Tibetan Buddhist monks have a ritual where they spend weeks painstakingly creating incredibly detailed and beautiful mandalas made out of coloured sand. Then, once they’re finished, they ritualistically sweep the sand away, destroying the mandala, and drop the collected sand into a river to flow back into the world, representing their embrace of impermanence.

The self

Another core philosophical insight from Buddhism was to question our sense of self. It’s natural to believe there is something at the core of our being that is unchanging, whether that be our soul, mind or personality.

But the Buddha noted when you try to pin down what that permanent aspect of ourselves is, you find there’s nothing there, just a stream of impressions, thoughts and feelings. So our sense that there is a persistent self is ultimately an illusion. We are just as dynamic and impermanent as the rest of the world around us. And if we can realise this, we can release ourselves from the pretense of what we think we are and we can just be.

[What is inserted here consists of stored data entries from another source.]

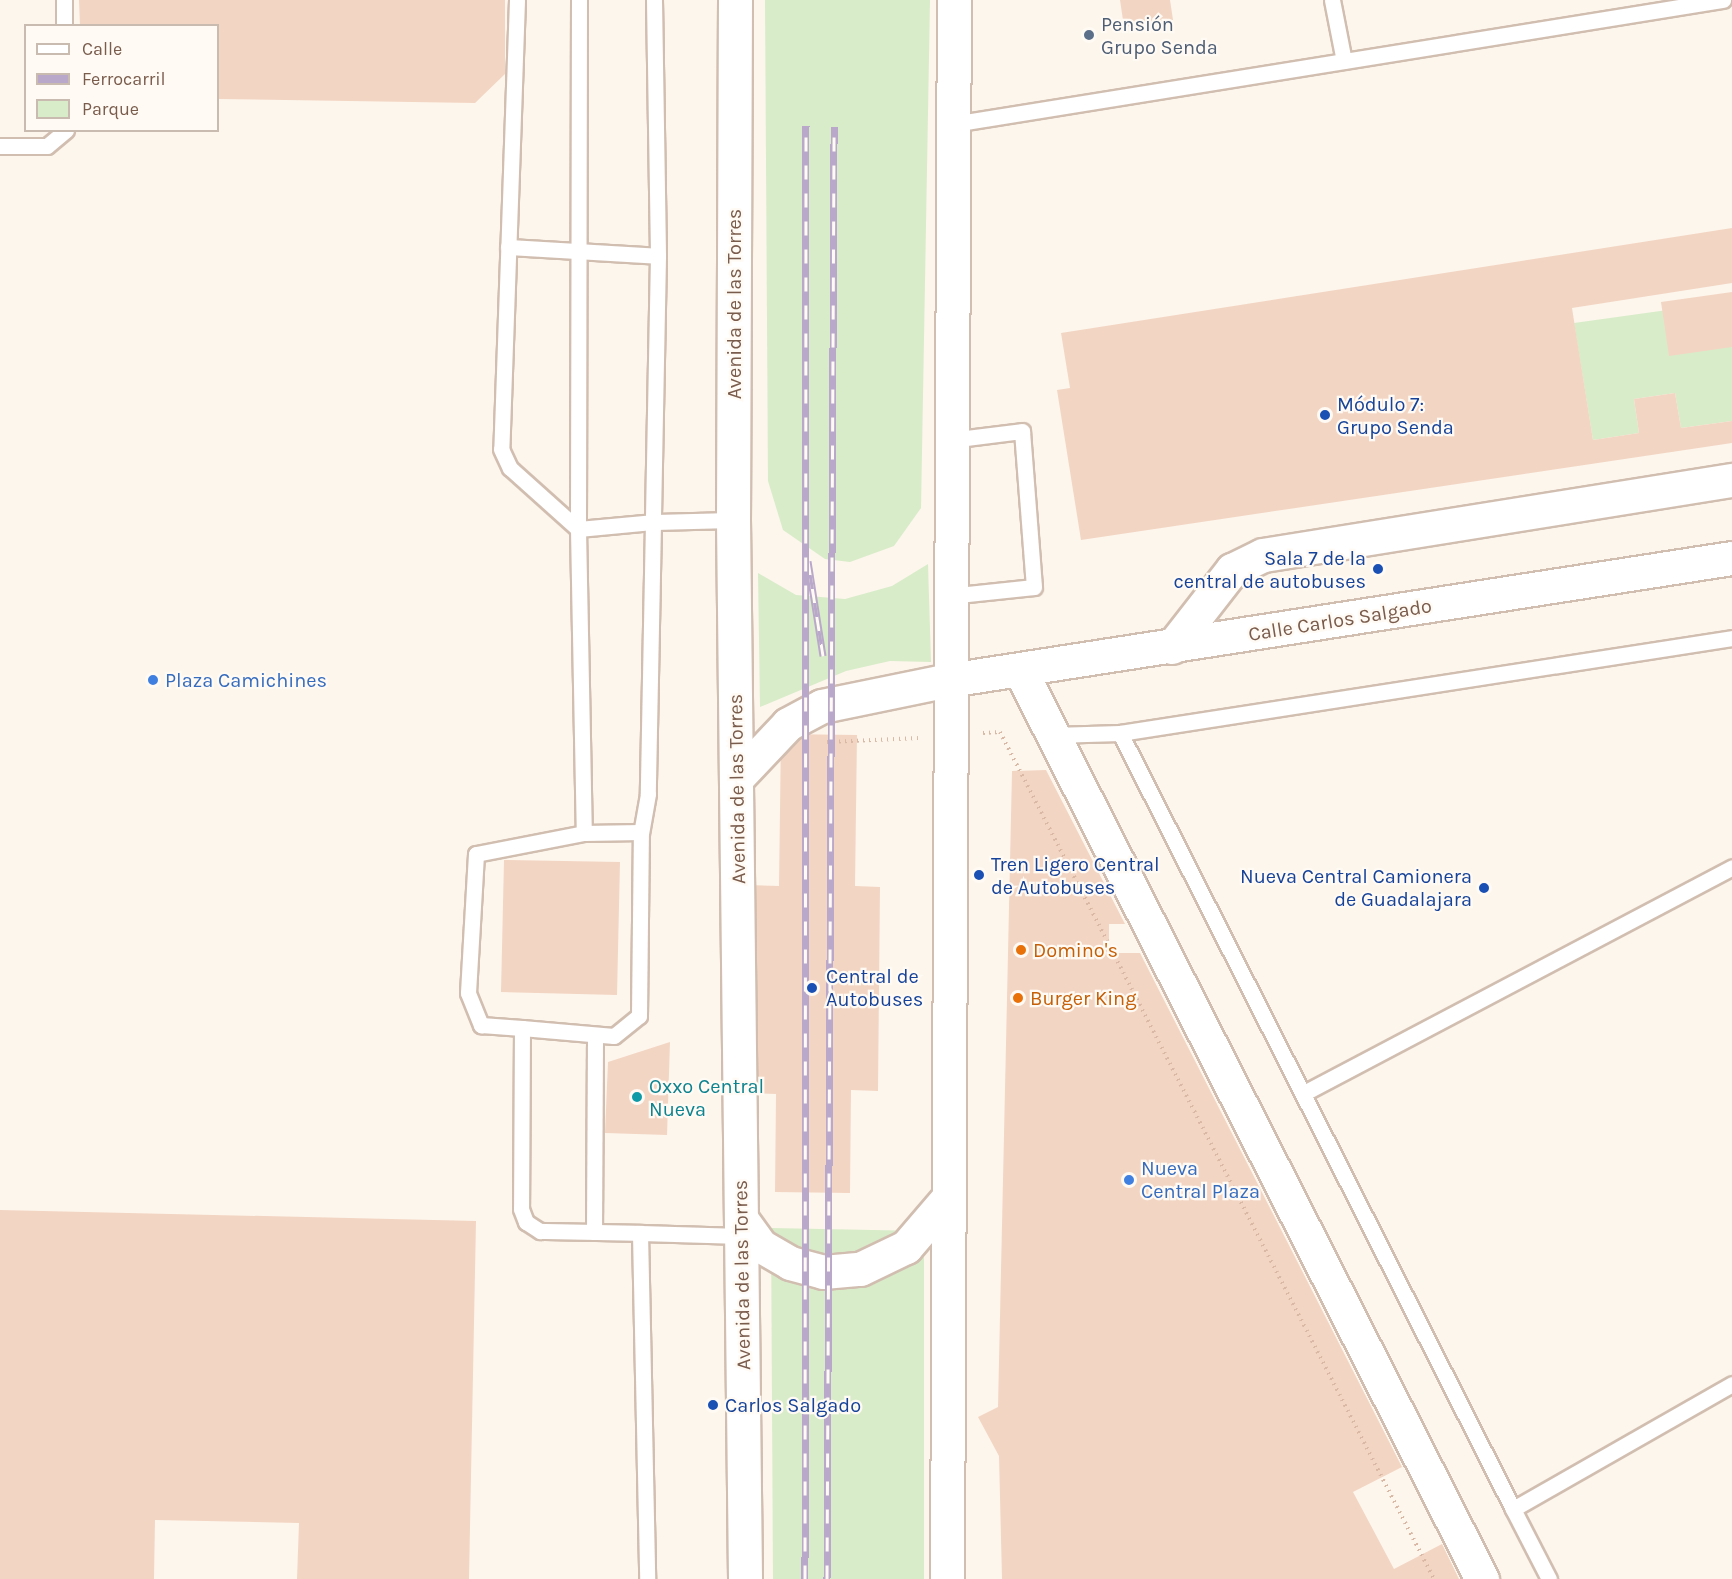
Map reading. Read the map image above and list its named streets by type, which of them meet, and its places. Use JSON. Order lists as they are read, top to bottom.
{
  "streets": {
    "street": ["Avenida de las Torres", "Calle Carlos Salgado"]
  },
  "crossings": [
    ["Avenida de las Torres", "Calle Carlos Salgado"]
  ],
  "places": [
    "Pensión Grupo Senda",
    "Módulo 7: Grupo Senda",
    "Sala 7 de la central de autobuses",
    "Plaza Camichines",
    "Tren Ligero Central de Autobuses",
    "Nueva Central Camionera de Guadalajara",
    "Domino's",
    "Central de Autobuses",
    "Burger King",
    "Oxxo Central Nueva",
    "Nueva Central Plaza",
    "Carlos Salgado"
  ],
  "legend": ["Calle", "Ferrocarril", "Parque"]
}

Interestingly, this is very similar to an observation made by the 18th century Scottish philosopher David Hume, who said when he introspected, he could never settle on the solid core to his self. Rather, his self was like a swarm of bees with no boundary and no hard centre, with each being an individual thought or experience. The Buddha would likely have enjoyed this analogy.

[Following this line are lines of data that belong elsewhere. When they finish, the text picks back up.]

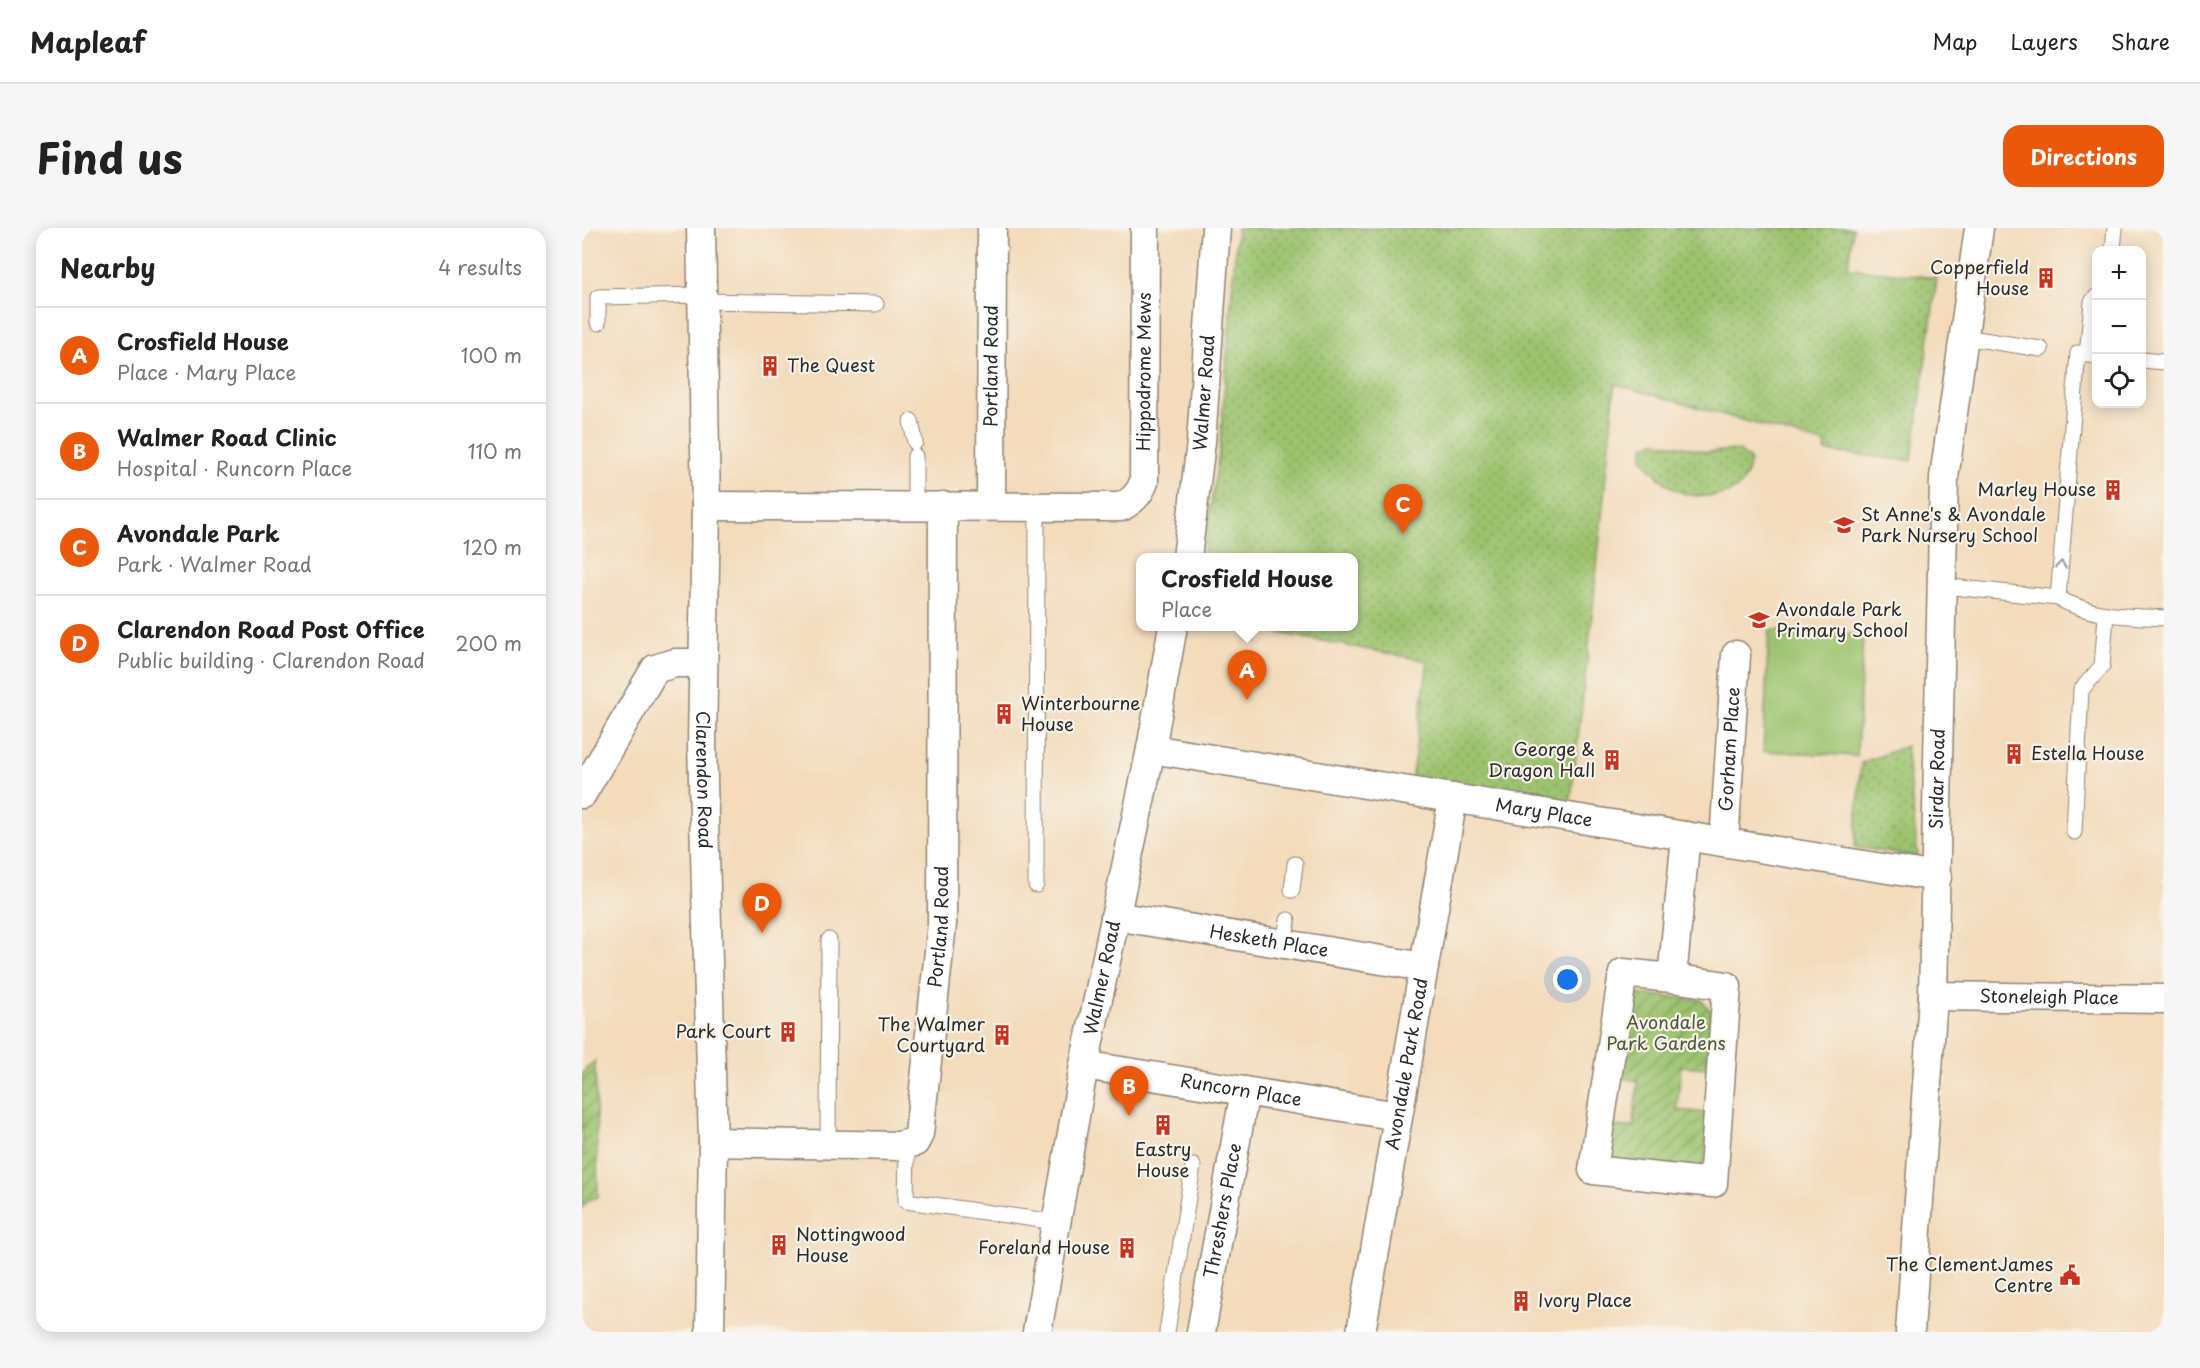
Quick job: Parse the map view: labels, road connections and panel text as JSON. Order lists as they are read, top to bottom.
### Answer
{
  "streets": {
    "street": [
      "Portland Road",
      "Hippodrome Mews",
      "Walmer Road",
      "Gorham Place",
      "Sirdar Road",
      "Clarendon Road",
      "Mary Place",
      "Hesketh Place",
      "Stoneleigh Place",
      "Avondale Park Road",
      "Runcorn Place",
      "Threshers Place"
    ]
  },
  "crossings": [
    ["Walmer Road", "Mary Place"],
    ["Walmer Road", "Hesketh Place"],
    ["Walmer Road", "Runcorn Place"],
    ["Gorham Place", "Mary Place"],
    ["Sirdar Road", "Mary Place"],
    ["Sirdar Road", "Stoneleigh Place"],
    ["Mary Place", "Avondale Park Road"],
    ["Hesketh Place", "Avondale Park Road"],
    ["Avondale Park Road", "Runcorn Place"],
    ["Runcorn Place", "Threshers Place"]
  ],
  "parks": ["Avondale Park Gardens"],
  "places": {
    "building": [
      "Copperfield House",
      "The Quest",
      "Marley House",
      "Winterbourne House",
      "Estella House",
      "George & Dragon Hall",
      "Park Court",
      "The Walmer Courtyard",
      "Eastry House",
      "Nottingwood House",
      "Foreland House",
      "Ivory Place"
    ],
    "school or university": ["St Anne's & Avondale Park Nursery School", "Avondale Park Primary School"],
    "public building": ["The ClementJames Centre"]
  },
  "page": {
    "header": "Mapleaf",
    "nav": ["Map", "Layers", "Share"],
    "title": "Find us",
    "buttons": "Directions",
    "heading": ["Nearby", "4 results"],
    "map_buttons": ["+", "−"],
    "list": [
      {
        "mark": "A",
        "name": "Crosfield House",
        "note": "Place · Mary Place",
        "value": "100 m"
      },
      {
        "mark": "B",
        "name": "Walmer Road Clinic",
        "note": "Hospital · Runcorn Place",
        "value": "110 m"
      },
      {
        "mark": "C",
        "name": "Avondale Park",
        "note": "Park · Walmer Road",
        "value": "120 m"
      },
      {
        "mark": "D",
        "name": "Clarendon Road Post Office",
        "note": "Public building · Clarendon Road",
        "value": "200 m"
      }
    ],
    "pins": [
      "C",
      "A",
      "D",
      "B"
    ],
    "popup": ["Crosfield House", "Place"]
  }
}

One of the aspects of Buddhism that has had the most lasting impact is the practice of meditation, particularly mindful meditation. The recent mindfulness movement is based on a form of Buddhist meditation that encourages us to sit quietly and let our thoughts come and go without judgement. Essentially, we must ignore our thoughts in order to control and be free from them. Modern science has shown that this kind of meditation can reduce stress and improve our focus and mood.  

Buddhism is not only the fourth largest religion in the world with over 500 million adherents today, and third largest in Australia, but it continues to be a rich vein of philosophical inquiry.

Western philosophy was rather slow to take Buddhism seriously, but there are now many Western philosophers who are engaging with Buddhist ideas about reality, knowledge, the mind, the self and ethics.